What I'd really like to do is spare my players from having to sit for 5 minutes in front of each NPC to read page after page of dialogue/storyline. Instead, I'd like to have storyline (or other pertinent information) display on the screen at intervals as they play through the dungeon (e.g. the player turns a corner and the words "You feel a draft from the door on your right." display at the top of the screen). I'd also like to be able to control the display time on the words so I can vary it depending on how long the sentence is.
Does this function already exist?? I can't seem to find such a thing and the "sticky" forum foundry guides I've read haven't mentioned it.

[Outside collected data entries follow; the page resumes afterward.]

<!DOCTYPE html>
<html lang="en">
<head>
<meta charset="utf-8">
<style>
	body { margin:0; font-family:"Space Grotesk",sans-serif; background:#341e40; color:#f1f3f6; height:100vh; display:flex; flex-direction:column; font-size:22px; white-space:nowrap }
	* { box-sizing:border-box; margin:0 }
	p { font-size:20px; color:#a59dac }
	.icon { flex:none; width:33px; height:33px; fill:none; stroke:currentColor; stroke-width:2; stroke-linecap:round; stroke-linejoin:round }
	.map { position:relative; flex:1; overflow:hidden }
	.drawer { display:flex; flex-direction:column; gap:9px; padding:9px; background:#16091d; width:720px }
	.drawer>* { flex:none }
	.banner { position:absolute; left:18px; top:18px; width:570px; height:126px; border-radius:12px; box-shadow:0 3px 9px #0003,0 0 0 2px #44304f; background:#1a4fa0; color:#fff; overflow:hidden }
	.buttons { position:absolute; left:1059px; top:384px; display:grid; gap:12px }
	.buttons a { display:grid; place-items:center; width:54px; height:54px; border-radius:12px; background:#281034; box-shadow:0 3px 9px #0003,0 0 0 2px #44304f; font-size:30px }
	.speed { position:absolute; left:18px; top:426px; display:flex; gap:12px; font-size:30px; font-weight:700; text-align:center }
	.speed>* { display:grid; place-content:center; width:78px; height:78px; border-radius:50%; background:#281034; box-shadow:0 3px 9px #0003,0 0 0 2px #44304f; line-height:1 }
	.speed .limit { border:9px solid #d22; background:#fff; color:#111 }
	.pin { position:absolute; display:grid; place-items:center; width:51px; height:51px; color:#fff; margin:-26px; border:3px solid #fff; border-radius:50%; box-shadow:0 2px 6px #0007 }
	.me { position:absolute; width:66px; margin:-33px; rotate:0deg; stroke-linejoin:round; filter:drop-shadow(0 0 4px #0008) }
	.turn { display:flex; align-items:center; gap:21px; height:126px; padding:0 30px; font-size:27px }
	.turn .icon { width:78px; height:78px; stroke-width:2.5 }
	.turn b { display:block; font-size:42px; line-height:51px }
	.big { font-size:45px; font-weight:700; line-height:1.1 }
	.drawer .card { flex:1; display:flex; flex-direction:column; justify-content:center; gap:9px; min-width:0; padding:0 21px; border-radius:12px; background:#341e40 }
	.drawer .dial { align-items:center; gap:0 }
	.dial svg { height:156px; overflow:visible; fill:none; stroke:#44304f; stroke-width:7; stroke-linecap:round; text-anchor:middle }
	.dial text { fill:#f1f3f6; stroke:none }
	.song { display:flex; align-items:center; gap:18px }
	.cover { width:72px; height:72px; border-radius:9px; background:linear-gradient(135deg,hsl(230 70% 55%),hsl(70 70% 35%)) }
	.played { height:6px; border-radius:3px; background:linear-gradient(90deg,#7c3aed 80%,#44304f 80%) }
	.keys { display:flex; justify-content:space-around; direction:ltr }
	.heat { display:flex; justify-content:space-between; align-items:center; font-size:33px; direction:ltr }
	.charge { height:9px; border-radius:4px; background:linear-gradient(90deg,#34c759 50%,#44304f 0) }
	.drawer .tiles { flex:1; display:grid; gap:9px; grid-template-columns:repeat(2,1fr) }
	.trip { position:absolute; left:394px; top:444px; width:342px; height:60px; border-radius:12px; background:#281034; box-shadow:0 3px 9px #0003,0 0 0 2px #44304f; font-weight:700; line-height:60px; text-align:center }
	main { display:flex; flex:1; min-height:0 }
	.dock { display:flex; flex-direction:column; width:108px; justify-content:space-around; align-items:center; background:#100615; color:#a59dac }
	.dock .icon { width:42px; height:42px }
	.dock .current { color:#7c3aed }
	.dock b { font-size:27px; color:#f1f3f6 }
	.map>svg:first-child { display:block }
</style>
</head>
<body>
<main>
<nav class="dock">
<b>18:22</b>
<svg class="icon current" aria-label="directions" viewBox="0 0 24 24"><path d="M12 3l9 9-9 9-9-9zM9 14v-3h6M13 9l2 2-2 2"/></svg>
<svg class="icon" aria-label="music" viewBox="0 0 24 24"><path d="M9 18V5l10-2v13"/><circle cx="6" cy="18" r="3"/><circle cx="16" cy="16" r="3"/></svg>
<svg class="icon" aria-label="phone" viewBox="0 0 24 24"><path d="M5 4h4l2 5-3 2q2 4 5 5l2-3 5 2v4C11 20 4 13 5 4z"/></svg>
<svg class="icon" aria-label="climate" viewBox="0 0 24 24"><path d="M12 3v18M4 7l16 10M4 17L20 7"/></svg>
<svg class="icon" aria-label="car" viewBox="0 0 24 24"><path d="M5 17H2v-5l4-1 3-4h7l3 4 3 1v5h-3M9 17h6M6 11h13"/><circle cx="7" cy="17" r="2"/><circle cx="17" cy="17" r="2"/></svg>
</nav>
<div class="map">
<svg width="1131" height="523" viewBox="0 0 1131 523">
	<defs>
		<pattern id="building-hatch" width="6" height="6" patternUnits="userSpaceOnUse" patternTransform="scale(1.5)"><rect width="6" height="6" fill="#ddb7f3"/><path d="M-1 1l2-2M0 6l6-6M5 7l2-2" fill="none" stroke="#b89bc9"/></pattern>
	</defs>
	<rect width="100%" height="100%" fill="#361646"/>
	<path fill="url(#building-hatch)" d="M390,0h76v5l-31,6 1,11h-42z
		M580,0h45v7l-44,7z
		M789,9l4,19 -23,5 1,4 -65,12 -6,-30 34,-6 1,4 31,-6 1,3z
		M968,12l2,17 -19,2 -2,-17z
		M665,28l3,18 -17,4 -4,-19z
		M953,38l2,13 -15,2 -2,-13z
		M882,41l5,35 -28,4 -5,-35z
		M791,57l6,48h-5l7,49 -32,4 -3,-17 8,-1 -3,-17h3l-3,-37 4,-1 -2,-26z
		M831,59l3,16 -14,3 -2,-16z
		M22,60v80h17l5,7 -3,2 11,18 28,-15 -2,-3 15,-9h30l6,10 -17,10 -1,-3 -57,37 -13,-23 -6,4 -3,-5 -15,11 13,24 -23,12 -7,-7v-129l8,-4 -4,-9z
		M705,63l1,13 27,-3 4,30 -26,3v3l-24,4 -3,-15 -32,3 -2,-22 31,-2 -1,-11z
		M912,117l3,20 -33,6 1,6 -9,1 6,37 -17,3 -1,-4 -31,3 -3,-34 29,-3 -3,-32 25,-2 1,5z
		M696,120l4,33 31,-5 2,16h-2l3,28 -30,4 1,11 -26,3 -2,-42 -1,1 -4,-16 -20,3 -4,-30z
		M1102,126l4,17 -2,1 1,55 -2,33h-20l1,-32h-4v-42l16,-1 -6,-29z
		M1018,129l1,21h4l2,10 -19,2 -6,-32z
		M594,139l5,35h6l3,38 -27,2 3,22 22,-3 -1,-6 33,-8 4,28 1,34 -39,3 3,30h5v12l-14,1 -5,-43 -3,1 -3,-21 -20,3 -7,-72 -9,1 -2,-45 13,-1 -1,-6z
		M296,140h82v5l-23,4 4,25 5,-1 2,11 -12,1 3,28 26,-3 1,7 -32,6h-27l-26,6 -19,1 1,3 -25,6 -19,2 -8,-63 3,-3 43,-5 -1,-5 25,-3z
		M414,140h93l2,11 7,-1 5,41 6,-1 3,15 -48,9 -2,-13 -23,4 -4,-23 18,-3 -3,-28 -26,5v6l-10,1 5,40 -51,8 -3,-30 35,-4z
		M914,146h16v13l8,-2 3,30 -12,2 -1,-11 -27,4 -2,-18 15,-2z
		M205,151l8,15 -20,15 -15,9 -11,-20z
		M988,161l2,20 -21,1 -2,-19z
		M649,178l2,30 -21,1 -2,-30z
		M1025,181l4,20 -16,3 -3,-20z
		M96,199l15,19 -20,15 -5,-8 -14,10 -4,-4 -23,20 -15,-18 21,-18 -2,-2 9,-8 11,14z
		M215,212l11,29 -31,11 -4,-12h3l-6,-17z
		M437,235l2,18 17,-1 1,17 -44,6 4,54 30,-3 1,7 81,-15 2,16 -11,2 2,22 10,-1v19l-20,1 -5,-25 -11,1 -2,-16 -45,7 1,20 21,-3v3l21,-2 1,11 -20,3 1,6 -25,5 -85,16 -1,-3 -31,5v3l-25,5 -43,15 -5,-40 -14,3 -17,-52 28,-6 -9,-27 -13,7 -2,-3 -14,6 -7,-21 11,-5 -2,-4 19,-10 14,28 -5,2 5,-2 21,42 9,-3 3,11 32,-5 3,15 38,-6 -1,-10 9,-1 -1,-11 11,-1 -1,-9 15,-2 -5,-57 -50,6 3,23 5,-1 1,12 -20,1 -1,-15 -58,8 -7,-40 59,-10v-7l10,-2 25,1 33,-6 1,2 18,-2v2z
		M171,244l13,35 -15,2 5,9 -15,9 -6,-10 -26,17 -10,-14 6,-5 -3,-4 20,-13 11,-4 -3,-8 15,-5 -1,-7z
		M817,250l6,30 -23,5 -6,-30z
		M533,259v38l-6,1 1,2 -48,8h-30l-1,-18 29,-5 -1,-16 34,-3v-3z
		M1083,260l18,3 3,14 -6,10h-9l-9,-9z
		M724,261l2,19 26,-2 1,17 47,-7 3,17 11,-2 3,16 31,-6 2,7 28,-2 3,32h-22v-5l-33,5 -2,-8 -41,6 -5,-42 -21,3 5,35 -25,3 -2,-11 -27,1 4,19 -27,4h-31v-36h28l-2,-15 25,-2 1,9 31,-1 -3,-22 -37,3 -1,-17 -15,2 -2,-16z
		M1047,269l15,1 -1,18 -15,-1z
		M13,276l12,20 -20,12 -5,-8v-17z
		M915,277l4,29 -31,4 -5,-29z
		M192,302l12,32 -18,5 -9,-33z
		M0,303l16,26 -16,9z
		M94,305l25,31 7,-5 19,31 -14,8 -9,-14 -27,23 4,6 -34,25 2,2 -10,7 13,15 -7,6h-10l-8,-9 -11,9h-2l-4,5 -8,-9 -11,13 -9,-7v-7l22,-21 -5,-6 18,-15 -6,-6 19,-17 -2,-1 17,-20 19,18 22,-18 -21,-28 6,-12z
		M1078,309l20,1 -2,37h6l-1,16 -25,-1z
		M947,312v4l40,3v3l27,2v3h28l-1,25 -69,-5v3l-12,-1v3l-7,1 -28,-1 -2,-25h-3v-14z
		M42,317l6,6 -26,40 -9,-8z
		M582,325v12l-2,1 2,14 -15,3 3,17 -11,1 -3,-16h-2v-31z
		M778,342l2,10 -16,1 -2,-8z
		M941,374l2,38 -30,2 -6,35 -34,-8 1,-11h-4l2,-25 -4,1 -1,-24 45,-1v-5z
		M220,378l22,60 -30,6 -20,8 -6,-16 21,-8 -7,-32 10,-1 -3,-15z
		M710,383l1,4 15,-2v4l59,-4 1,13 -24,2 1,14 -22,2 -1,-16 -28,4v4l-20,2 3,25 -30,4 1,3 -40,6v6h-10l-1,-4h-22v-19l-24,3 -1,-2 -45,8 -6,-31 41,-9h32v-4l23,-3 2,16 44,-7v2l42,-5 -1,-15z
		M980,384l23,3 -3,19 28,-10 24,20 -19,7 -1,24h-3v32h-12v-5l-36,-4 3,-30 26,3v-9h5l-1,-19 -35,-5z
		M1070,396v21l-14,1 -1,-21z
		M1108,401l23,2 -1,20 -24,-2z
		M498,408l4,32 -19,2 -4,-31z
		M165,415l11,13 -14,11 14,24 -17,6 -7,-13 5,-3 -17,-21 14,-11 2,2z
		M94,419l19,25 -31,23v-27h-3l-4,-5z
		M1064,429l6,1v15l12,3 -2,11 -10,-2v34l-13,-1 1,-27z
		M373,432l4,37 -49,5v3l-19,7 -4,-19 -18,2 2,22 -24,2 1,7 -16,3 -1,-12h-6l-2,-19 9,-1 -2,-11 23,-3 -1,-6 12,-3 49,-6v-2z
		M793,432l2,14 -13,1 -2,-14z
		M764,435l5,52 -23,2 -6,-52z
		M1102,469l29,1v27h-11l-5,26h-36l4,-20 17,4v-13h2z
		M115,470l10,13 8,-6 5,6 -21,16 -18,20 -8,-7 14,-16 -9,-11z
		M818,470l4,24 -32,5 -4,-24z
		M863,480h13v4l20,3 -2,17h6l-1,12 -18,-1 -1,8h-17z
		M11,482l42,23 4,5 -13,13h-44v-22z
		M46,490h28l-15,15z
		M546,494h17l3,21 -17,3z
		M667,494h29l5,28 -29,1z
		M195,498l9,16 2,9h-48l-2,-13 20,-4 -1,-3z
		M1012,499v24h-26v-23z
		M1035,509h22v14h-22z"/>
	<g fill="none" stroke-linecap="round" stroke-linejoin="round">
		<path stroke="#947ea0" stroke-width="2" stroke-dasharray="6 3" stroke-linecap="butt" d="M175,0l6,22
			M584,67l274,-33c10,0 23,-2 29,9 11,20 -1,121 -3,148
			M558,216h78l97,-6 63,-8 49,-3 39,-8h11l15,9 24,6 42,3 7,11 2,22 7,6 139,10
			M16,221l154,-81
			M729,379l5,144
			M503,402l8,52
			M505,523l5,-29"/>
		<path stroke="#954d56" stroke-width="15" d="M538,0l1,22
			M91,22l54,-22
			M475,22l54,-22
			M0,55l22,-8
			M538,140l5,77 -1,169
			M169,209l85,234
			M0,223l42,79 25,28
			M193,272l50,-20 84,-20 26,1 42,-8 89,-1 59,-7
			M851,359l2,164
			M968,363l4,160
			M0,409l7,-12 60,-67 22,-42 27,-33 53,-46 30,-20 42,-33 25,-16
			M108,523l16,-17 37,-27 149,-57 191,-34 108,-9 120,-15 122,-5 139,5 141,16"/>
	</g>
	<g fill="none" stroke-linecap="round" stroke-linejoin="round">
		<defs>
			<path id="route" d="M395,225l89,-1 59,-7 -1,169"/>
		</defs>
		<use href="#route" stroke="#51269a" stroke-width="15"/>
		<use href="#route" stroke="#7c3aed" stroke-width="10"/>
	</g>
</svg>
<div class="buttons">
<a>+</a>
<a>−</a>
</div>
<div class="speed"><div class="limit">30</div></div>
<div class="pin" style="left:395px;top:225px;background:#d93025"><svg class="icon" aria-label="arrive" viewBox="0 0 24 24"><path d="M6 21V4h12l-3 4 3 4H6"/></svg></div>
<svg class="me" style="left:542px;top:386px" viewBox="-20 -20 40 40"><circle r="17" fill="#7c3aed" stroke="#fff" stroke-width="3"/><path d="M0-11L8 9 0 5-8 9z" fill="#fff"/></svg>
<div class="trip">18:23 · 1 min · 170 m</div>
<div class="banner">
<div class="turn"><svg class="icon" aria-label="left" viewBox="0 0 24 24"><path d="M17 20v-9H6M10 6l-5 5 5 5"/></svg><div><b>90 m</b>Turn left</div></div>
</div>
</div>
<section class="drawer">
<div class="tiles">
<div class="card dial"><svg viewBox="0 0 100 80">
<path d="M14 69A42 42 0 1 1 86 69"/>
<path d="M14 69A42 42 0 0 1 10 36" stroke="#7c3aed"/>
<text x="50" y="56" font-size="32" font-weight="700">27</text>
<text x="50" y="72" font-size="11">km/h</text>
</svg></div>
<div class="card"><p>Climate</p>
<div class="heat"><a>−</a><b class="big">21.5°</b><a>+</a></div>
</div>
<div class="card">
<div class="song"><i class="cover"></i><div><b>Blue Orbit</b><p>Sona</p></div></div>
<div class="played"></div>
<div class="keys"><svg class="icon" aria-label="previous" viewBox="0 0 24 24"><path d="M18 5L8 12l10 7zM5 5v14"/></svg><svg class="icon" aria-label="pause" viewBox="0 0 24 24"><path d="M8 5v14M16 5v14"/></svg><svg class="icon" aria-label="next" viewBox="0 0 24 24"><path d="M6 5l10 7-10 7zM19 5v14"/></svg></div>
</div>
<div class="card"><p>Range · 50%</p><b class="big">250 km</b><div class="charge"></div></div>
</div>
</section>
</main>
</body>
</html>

If someone can point me in the right direction, you can have my first-born child. Or a free smiley face --->
. Whatever you'd like.
Thanks!
Comments
I've also seen players use interactibles as DM text objects - for instance, when using a door, it initiates a dialogue that says something like (in OOC) "the door is nearly completely rotted, and creaks loudly as you open it"
Hope that helps!
[NW-DN9RWCCFA]
#Solo | #Combat | #Puzzle
Ideally, I'd like to be able to set up a situation where the player is running down a 200 ft hallway (for example) toward a boss encounter and the boss is screaming a new line of text at them every 20 feet that they progress (so that I can fit ten pieces of storyline dialogue in while the player is on the move). I want to be able to achieve this without the foundry playing its little gong sound and printing "Objective Complete!" across the screen every 20 feet. I will play around with the reach point/interactibles and see if I can't get something like this to work. Thanks again!
Another issue with the reach marker idea for what you wrote above specifically (spawning new lines every twenty feet) is that they don't always activate at exactly the same time when reached so your timing on the text could be off from play to play. Also, I do believe the reach point objectives WOULD cause the printing of "Objective Complete!" for each one.
I use these quite a bit through my quests to give the player a sense of the surroundings that the game cannot give (DM: The air grows colder) or to send them a direction they may not otherwise go (DM: You hear a scuffling sound to the right).
It works well enough, but we need DM text reach markers that are not tied to an objective.